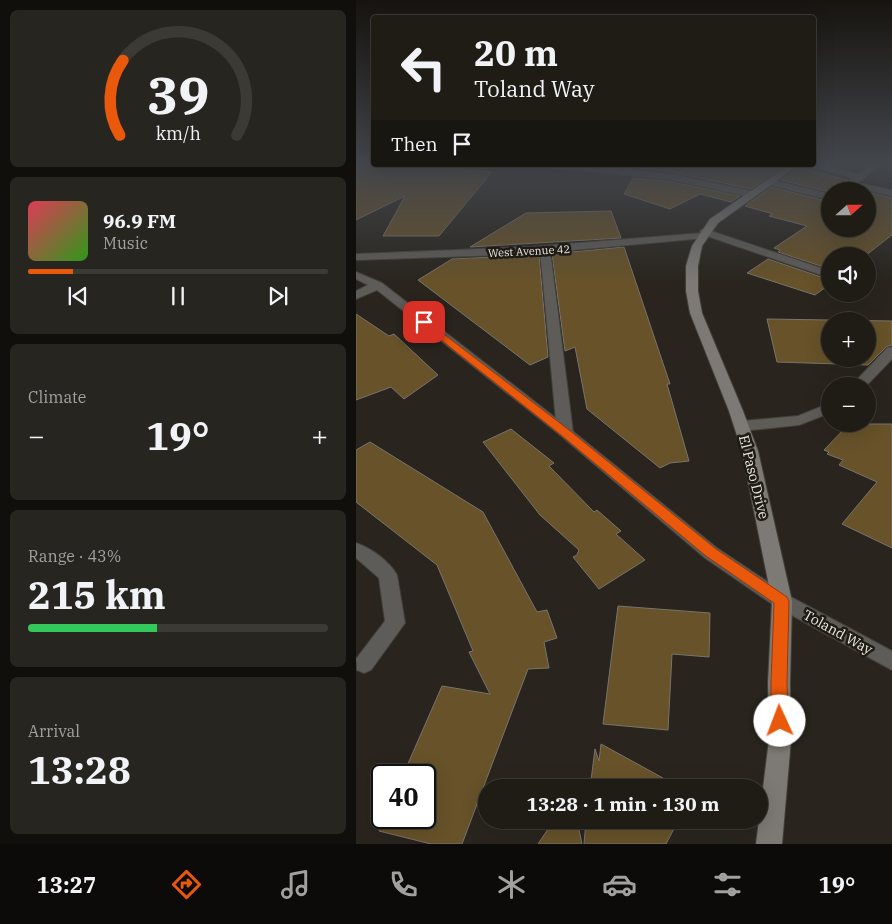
<!DOCTYPE html>
<html lang="en">
<head>
<meta charset="utf-8">
<style>
	:root { --surface:#1f1c16; --page:#27251f; --text:#f1f3f6; --muted:#a1a1a1; --line:#3c3a35; --accent:#ea580c }
	body { margin:0; font-family:"IBM Plex Serif",serif; background:var(--page); color:var(--text); height:100vh; display:flex; flex-direction:column; font-size:19px; white-space:nowrap }
	* { box-sizing:border-box; margin:0 }
	p { font-size:16px; color:var(--muted) }
	.icon { flex:none; width:28px; height:28px; fill:none; stroke:currentColor; stroke-width:2; stroke-linecap:round; stroke-linejoin:round }
	.map { position:relative; flex:1; overflow:hidden }
	.sheet { display:flex; flex-direction:column; gap:10px; padding:10px; background:#110f0c; width:356px }
	.sheet>* { flex:none }
	.guide { position:absolute; left:15px; top:15px; width:445px; height:152px; border-radius:5px; box-shadow:0 5px 20px #0002,0 0 0 1px var(--line); background:#1f1c16; color:var(--text); overflow:hidden }
	.needle { width:32px; rotate:69deg }
	.controls { position:absolute; left:465px; top:182px; display:grid; gap:10px }
	.controls a { display:grid; place-items:center; width:55px; height:55px; border-radius:50%; background:var(--surface); box-shadow:0 5px 20px #0002,0 0 0 1px var(--line); font-size:25px }
	.speed { position:absolute; left:15px; top:764px; display:flex; gap:10px; font-size:25px; font-weight:700; text-align:center }
	.speed>* { display:grid; place-content:center; width:65px; height:65px; border-radius:50%; background:var(--surface); box-shadow:0 5px 20px #0002,0 0 0 1px var(--line); line-height:1 }
	.speed .limit { border:2px solid #111; border-radius:8px; background:#fff; color:#111 }
	.pin { position:absolute; display:grid; place-items:center; width:42px; height:42px; color:#fff; margin:-21px; border-radius:10px; box-shadow:0 2px 8px #0006 }
	.me { position:absolute; width:55px; margin:-28px; rotate:358deg; stroke-linejoin:round; filter:drop-shadow(0 0 4px #0008) }
	.turn { display:flex; align-items:center; gap:18px; height:105px; padding:0 20px; font-size:22px }
	.turn .icon { width:65px; height:65px; stroke-width:2.5 }
	.turn b { display:block; font-size:35px; line-height:42px }
	.then { display:flex; align-items:center; height:48px; padding:0 20px; background:#0003; gap:10px; font-size:19px }
	.big { font-size:38px; font-weight:700; line-height:1.1 }
	.sheet .card { flex:1; display:flex; flex-direction:column; justify-content:center; gap:8px; min-width:0; padding:0 18px; border-radius:8px; background:var(--page) }
	.sheet .dial { align-items:center; gap:0 }
	.dial svg { height:130px; overflow:visible; fill:none; stroke:var(--line); stroke-width:7; stroke-linecap:round; text-anchor:middle }
	.dial text { fill:var(--text); stroke:none }
	.song { display:flex; align-items:center; gap:15px }
	.cover { width:60px; height:60px; border-radius:8px; background:linear-gradient(135deg,hsl(350 70% 55%),hsl(110 70% 35%)) }
	.played { height:5px; border-radius:2px; background:linear-gradient(90deg,var(--accent) 15%,var(--line) 15%) }
	.keys { display:flex; justify-content:space-around; direction:ltr }
	.heat { display:flex; justify-content:space-between; align-items:center; font-size:28px; direction:ltr }
	.charge { height:8px; border-radius:4px; background:linear-gradient(90deg,#34c759 43%,var(--line) 0) }
	.trip { position:absolute; left:122px; top:779px; width:290px; height:50px; border-radius:25px; background:var(--surface); box-shadow:0 5px 20px #0002,0 0 0 1px var(--line); font-weight:700; line-height:50px; text-align:center }
	.tab-bar { display:flex; height:80px; justify-content:space-around; align-items:center; background:#0c0b09; color:var(--muted) }
	.tab-bar .icon { width:35px; height:35px }
	.tab-bar .active { color:var(--accent) }
	.tab-bar b { font-size:22px; color:var(--text) }
	main { display:flex; flex:1; min-height:0 }
	.map>svg:first-child { display:block }
	.building { fill:#675229; stroke:#79746c; fill-rule:evenodd }
	.lines { fill:none; stroke-linecap:round; stroke-linejoin:round }
	.lane-casing { stroke:#44403a; stroke-width:2 }
	.street-casing { stroke:#44403a; stroke-width:2 }
	.secondary-casing { stroke:#44403a; stroke-width:2 }
	.lane { fill:#5e5c58; fill-rule:evenodd }
	.street { fill:#5e5c58; fill-rule:evenodd }
	.secondary { fill:#7d7a75; fill-rule:evenodd }
	.route { fill:#ea580c; stroke:#983908 }
	.labels { text-anchor:middle; stroke-width:5; stroke-linejoin:round; paint-order:stroke }
	.far-street-label { font-size:11px; fill:#ebe9e4; stroke:#1f1b15 }
	.street-label { font-size:14px; fill:#ebe9e4; stroke:#1f1b15 }
</style>
</head>
<body>
<main>
<section class="sheet">
<div class="card dial"><svg viewBox="0 0 100 80">
<path d="M14 69A42 42 0 1 1 86 69"/>
<path d="M14 69A42 42 0 0 1 16 23" stroke="#ea580c"/>
<text x="50" y="56" font-size="32" font-weight="700">39</text>
<text x="50" y="72" font-size="11">km/h</text>
</svg></div>
<div class="card">
<div class="song"><i class="cover"></i><div><b>96.9 FM</b><p>Music</p></div></div>
<div class="played"></div>
<div class="keys"><svg class="icon" aria-label="previous" viewBox="0 0 24 24"><path d="M18 5L8 12l10 7zM5 5v14"/></svg><svg class="icon" aria-label="pause" viewBox="0 0 24 24"><path d="M8 5v14M16 5v14"/></svg><svg class="icon" aria-label="next" viewBox="0 0 24 24"><path d="M6 5l10 7-10 7zM19 5v14"/></svg></div>
</div>
<div class="card"><p>Climate</p>
<div class="heat"><a>−</a><b class="big">19°</b><a>+</a></div>
</div>
<div class="card"><p>Range · 43%</p><b class="big">215 km</b><div class="charge"></div></div>
<div class="card"><p>Arrival</p><b class="big">13:28</b></div>
</section>
<div class="map">
<svg width="536" height="844" viewBox="0 0 536 844">
	<rect width="100%" height="100%" fill="#29251e"/>
	<path class="building" d="M0,164L62,165L136,172L83,236H27L49,196L0,220Z
		M285,165H430L395,189L311,171L283,168Z
		M443,168L492,180L479,191L474,192L425,180Z
		M277,178L311,181L384,196L375,202L344,194L314,209L268,194Z
		M415,187L474,202V229H511V192L536,198V235L509,256H474V269L422,252L424,250L418,248L451,226L413,216L417,214L389,206Z
		M255,211L265,238L114,247L170,213Z
		M268,247L314,384H311L333,461L314,463L304,468L231,409L219,347L209,351L196,254Z
		M183,255L192,357L174,365L62,280L96,259Z
		M412,259L474,280V284L459,295L391,273Z
		M0,314L33,336L38,334L82,375L48,399L35,387L0,400Z
		M411,319L536,321V345L530,347L512,365L421,362ZM474,321H511V359H474Z
		M493,424H536V548L486,524L521,482L483,465L487,460L471,454L473,452L468,450Z
		M155,429L198,463L193,466L238,512L241,510L265,531L260,534L289,560L243,589L217,557L221,555L223,550L184,515L127,442Z
		M14,442L127,512L181,612L191,610L201,638L188,642L193,668L172,669L106,844H75L23,831L29,818H69V775H47L86,686L134,694L113,652L117,651L81,565L0,502V450Z
		M262,606L354,613L353,657L316,654L312,730L247,724Z
		M245,744L307,778L302,788H234L239,749L243,761Z
		M198,820H221L226,844H182Z
		M230,820H310L320,825L310,844H228Z"/>
	<g class="lines">
		<g class="lane-casing">
			<path id="lane" d="M462,164L502,174L515,164H524L502,183L536,190V196L497,187L492,191H481L497,178L452,165Z
				M413,179L474,194V200L410,184L408,182Z
				M349,229L474,271V278L345,234L344,232L345,230Z
				M189,247L194,250L217,432L214,435H204L201,432L184,250Z
				M536,347V359L510,386H495L531,348Z
				M474,403V413L443,425L386,431L381,429L378,426L381,423L386,421L442,416Z"/>
		</g>
		<g class="street-casing">
			<path id="street" d="M193,165H225L311,173L395,191L400,194L395,197L311,179L197,168Z
				M346,233L351,236L350,238L173,254L0,260V254L173,247Z
				M0,272L26,283L214,429L361,548L433,596L536,651V670L419,606L349,558L204,435L21,290L0,299V291L12,285L0,279Z
				M0,543C15,548 33,561 41,575L49,623L15,670L8,673L1,670L0,659L29,621L23,578L0,558Z"/>
		</g>
		<g class="secondary-casing">
			<path id="secondary" d="M433,165H443L362,223L346,246L342,266V291L346,313L387,411L402,451L436,601L434,683L435,740L426,844H400L413,740L412,683L416,601L386,451L373,411L334,313L330,291V266L336,246L354,219Z"/>
		</g>
		<use href="#lane" class="lane"/>
		<use href="#street" class="street"/>
		<use href="#secondary" class="secondary"/>
	</g>
	<linearGradient id="sky" x2="0" y2="1"><stop stop-color="#171410"/><stop offset="0.58" stop-color="#43464c"/><stop offset="1" stop-color="#43464c" stop-opacity="0"/></linearGradient>
	<rect width="536" height="282" fill="url(#sky)"/>
	<path class="route" d="M68,319L213,430L360,549L431,597L433,601L431,683L432,721L430,727L424,729L418,727L415,721V683L418,603L350,556L205,435L65,324L64,322Z"/>
	<g class="labels">
		<g class="far-street-label">
			<text transform="translate(173 251) rotate(-3)" y="4">West Avenue 42</text>
		</g>
		<g class="street-label">
			<text transform="translate(398 477) rotate(76)" y="5">El Paso Drive</text>
			<text transform="translate(482 632) rotate(29)" y="5">Toland Way</text>
		</g>
	</g>
</svg>
<div class="controls">
<a><svg class="needle" viewBox="-14 -14 28 28"><path d="M0-13l5 13h-10z" fill="#e53935"/><path d="M0 13l5-13h-10z" fill="#a1a1a1"/></svg></a>
<a><svg class="icon" aria-label="sound" viewBox="0 0 24 24"><path d="M4 9h4l5-4v14l-5-4H4zM17 9q2 3 0 6"/></svg></a>
<a>+</a>
<a>−</a>
</div>
<div class="speed"><div class="limit">40</div></div>
<div class="pin" style="left:68px;top:322px;background:#d93025"><svg class="icon" aria-label="arrive" viewBox="0 0 24 24"><path d="M6 21V4h12l-3 4 3 4H6"/></svg></div>
<svg class="me" style="left:424px;top:721px" viewBox="-20 -20 40 40"><circle r="19" fill="#fff"/><path d="M0-13L10 11 0 6-10 11z" fill="#ea580c"/></svg>
<div class="trip">13:28 · 1 min · 130 m</div>
<div class="guide">
<div class="turn"><svg class="icon" aria-label="left" viewBox="0 0 24 24"><path d="M17 20v-9H6M10 6l-5 5 5 5"/></svg><div><b>20 m</b>Toland Way</div></div>
<div class="then">Then<svg class="icon" aria-label="arrive" viewBox="0 0 24 24"><path d="M6 21V4h12l-3 4 3 4H6"/></svg></div>
</div>
</div>
</main>
<nav class="tab-bar">
<b>13:27</b>
<svg class="icon active" aria-label="directions" viewBox="0 0 24 24"><path d="M12 3l9 9-9 9-9-9zM9 14v-3h6M13 9l2 2-2 2"/></svg>
<svg class="icon" aria-label="music" viewBox="0 0 24 24"><path d="M9 18V5l10-2v13"/><circle cx="6" cy="18" r="3"/><circle cx="16" cy="16" r="3"/></svg>
<svg class="icon" aria-label="phone" viewBox="0 0 24 24"><path d="M5 4h4l2 5-3 2q2 4 5 5l2-3 5 2v4C11 20 4 13 5 4z"/></svg>
<svg class="icon" aria-label="climate" viewBox="0 0 24 24"><path d="M12 3v18M4 7l16 10M4 17L20 7"/></svg>
<svg class="icon" aria-label="car" viewBox="0 0 24 24"><path d="M5 17H2v-5l4-1 3-4h7l3 4 3 1v5h-3M9 17h6M6 11h13"/><circle cx="7" cy="17" r="2"/><circle cx="17" cy="17" r="2"/></svg>
<svg class="icon" aria-label="filters" viewBox="0 0 24 24"><path d="M4 7h16M4 17h16"/><circle cx="9" cy="7" r="2"/><circle cx="15" cy="17" r="2"/></svg>
<b>19°</b>
</nav>
</body>
</html>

┄┄┄┄┄┄┄┄┄┄

WORK REQUEST: Each line from the one containing "3v18M4 7l16 10M4" to the last line above must be returned exactly, and no line outside that range.

RESPONSE FOR THIS EXERCISE:
<svg class="icon" aria-label="climate" viewBox="0 0 24 24"><path d="M12 3v18M4 7l16 10M4 17L20 7"/></svg>
<svg class="icon" aria-label="car" viewBox="0 0 24 24"><path d="M5 17H2v-5l4-1 3-4h7l3 4 3 1v5h-3M9 17h6M6 11h13"/><circle cx="7" cy="17" r="2"/><circle cx="17" cy="17" r="2"/></svg>
<svg class="icon" aria-label="filters" viewBox="0 0 24 24"><path d="M4 7h16M4 17h16"/><circle cx="9" cy="7" r="2"/><circle cx="15" cy="17" r="2"/></svg>
<b>19°</b>
</nav>
</body>
</html>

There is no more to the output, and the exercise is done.